_Problem to work on_
Copy, from the material below, each line that contains the word "bottom".

_Dataset extract_
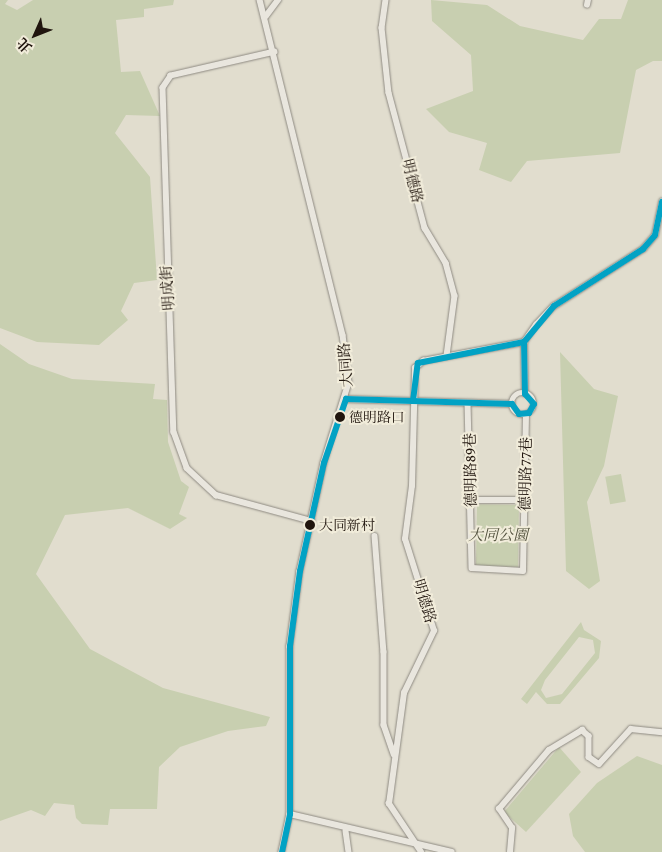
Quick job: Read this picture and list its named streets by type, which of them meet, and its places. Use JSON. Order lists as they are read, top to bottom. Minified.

* * *

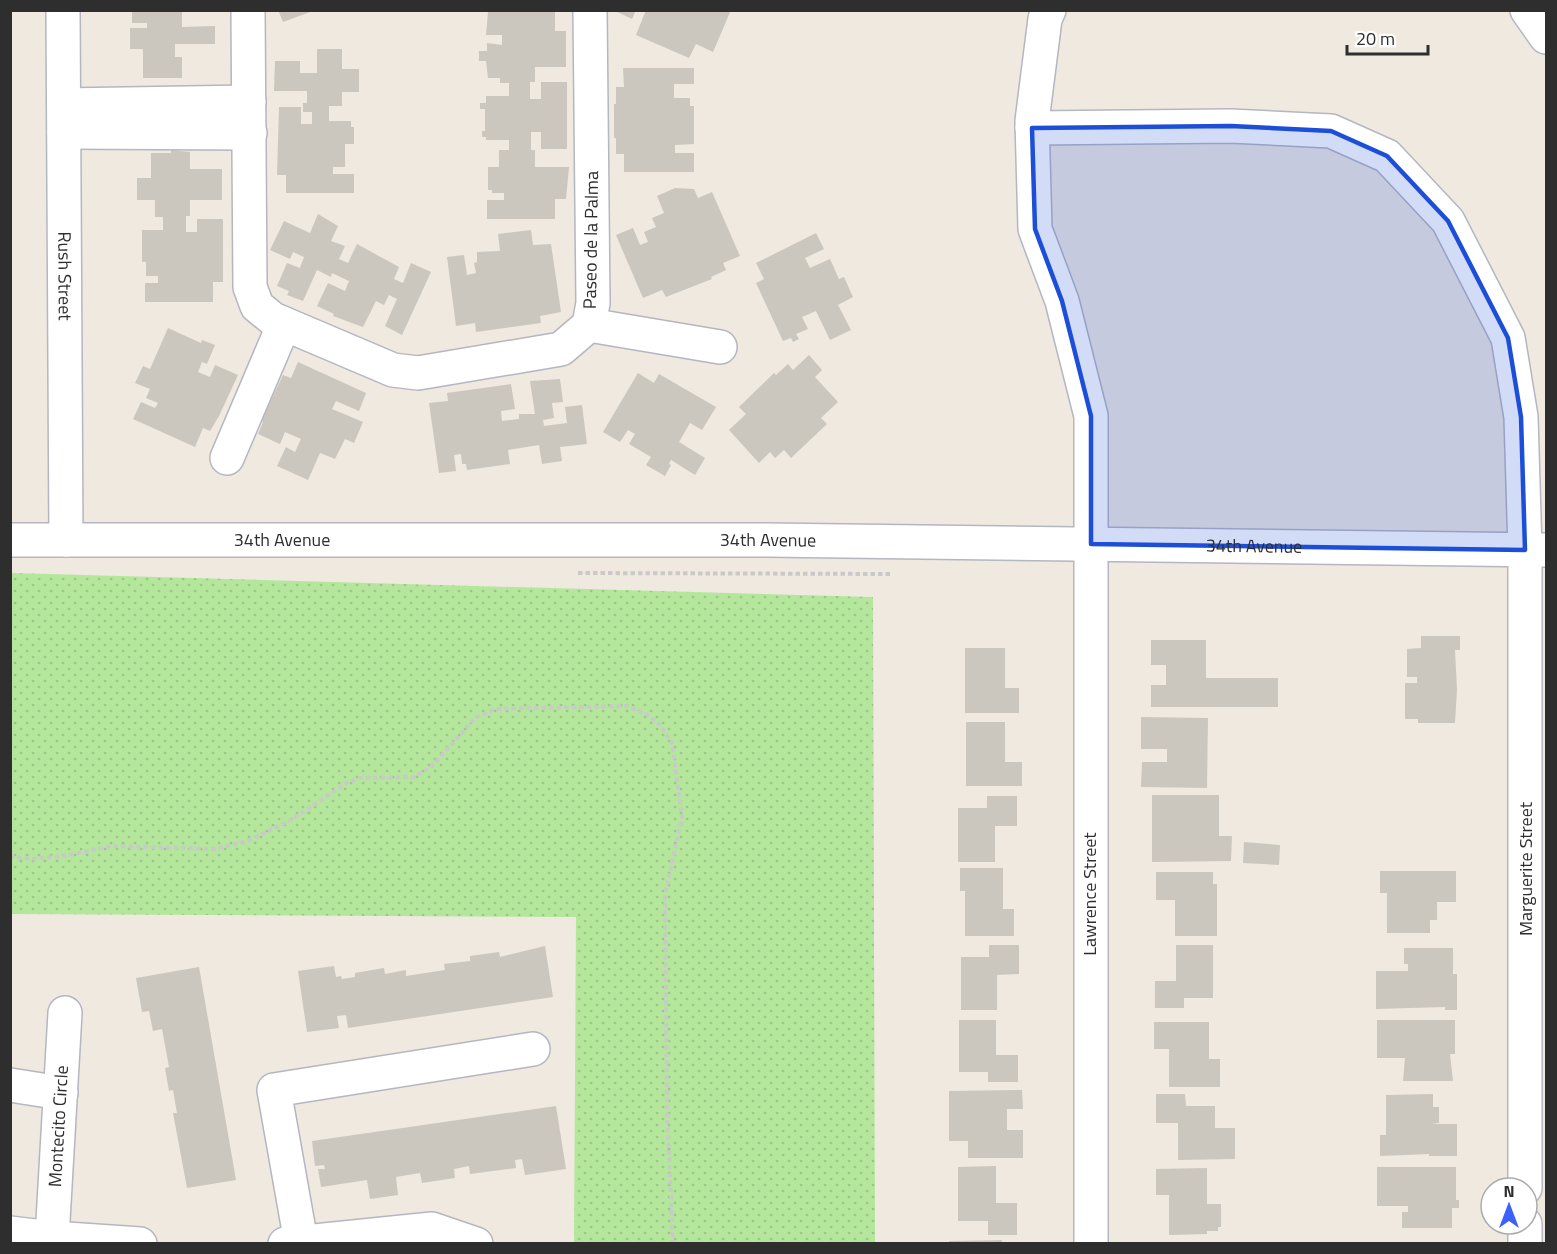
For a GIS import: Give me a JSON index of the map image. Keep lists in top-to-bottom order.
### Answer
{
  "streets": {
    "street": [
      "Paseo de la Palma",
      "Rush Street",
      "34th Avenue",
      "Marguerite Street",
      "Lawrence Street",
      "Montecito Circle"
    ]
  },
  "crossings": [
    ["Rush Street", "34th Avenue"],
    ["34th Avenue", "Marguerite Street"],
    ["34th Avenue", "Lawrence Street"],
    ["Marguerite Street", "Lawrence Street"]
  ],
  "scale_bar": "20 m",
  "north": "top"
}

_Result of this task_
Quick job: Read this picture and list its named streets by type, which of them meet, and its places. Use JSON. Order lists as they are read, top to bottom. Minified.
For a GIS import: Give me a JSON index of the map image. Keep lists in top-to-bottom order.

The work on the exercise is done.